Work task: Each entry below should be output exactly, apart from its images.

**** Entries provided

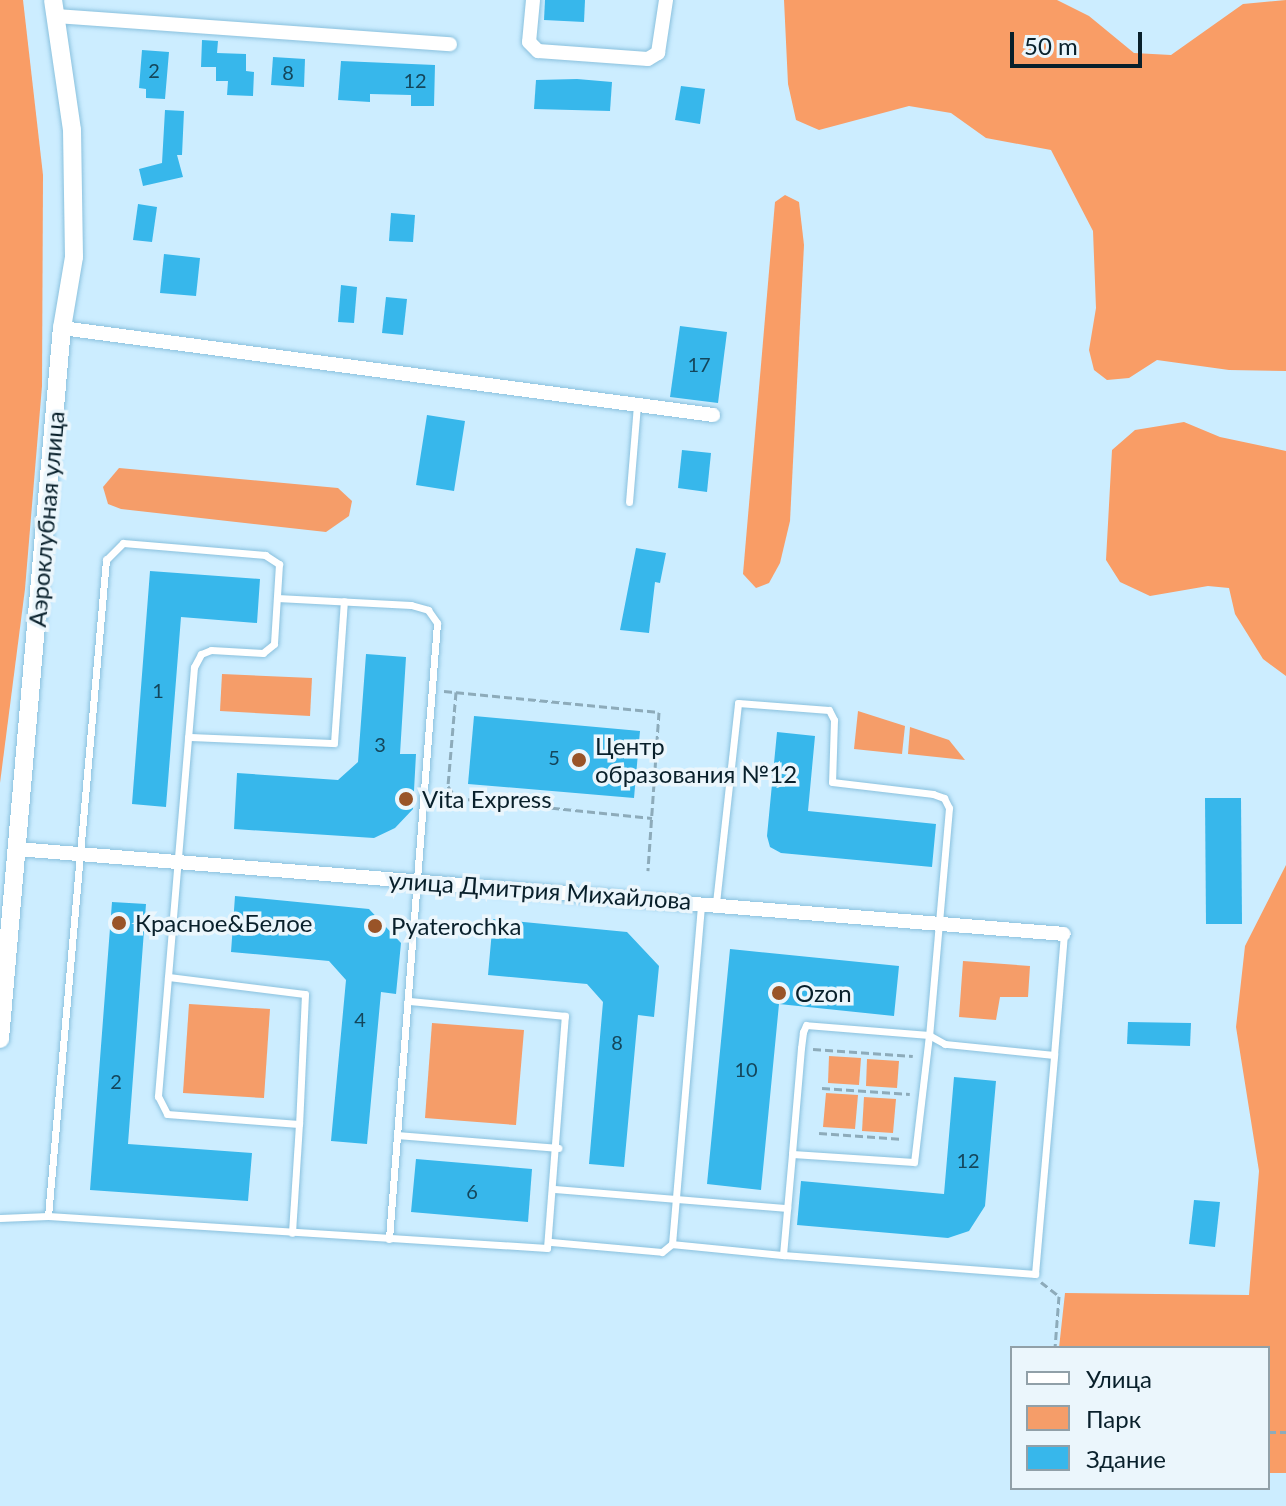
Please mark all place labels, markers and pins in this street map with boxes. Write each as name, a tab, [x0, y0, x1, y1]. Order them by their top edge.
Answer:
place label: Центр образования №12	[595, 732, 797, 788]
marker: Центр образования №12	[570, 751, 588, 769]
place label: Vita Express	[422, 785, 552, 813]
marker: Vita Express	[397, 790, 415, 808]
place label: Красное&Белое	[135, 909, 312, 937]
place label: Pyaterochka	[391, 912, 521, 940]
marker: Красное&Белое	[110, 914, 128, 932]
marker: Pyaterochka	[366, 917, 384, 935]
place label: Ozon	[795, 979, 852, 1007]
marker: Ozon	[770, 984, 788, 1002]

********

Result:
Please mark all place labels, markers and pins in this street map with boxes. Write each as name, a tab, [x0, y0, x1, y1]. Order them by their top edge.
Answer:
place label: Центр образования №12	[595, 732, 797, 788]
marker: Центр образования №12	[570, 751, 588, 769]
place label: Vita Express	[422, 785, 552, 813]
marker: Vita Express	[397, 790, 415, 808]
place label: Красное&Белое	[135, 909, 312, 937]
place label: Pyaterochka	[391, 912, 521, 940]
marker: Красное&Белое	[110, 914, 128, 932]
marker: Pyaterochka	[366, 917, 384, 935]
place label: Ozon	[795, 979, 852, 1007]
marker: Ozon	[770, 984, 788, 1002]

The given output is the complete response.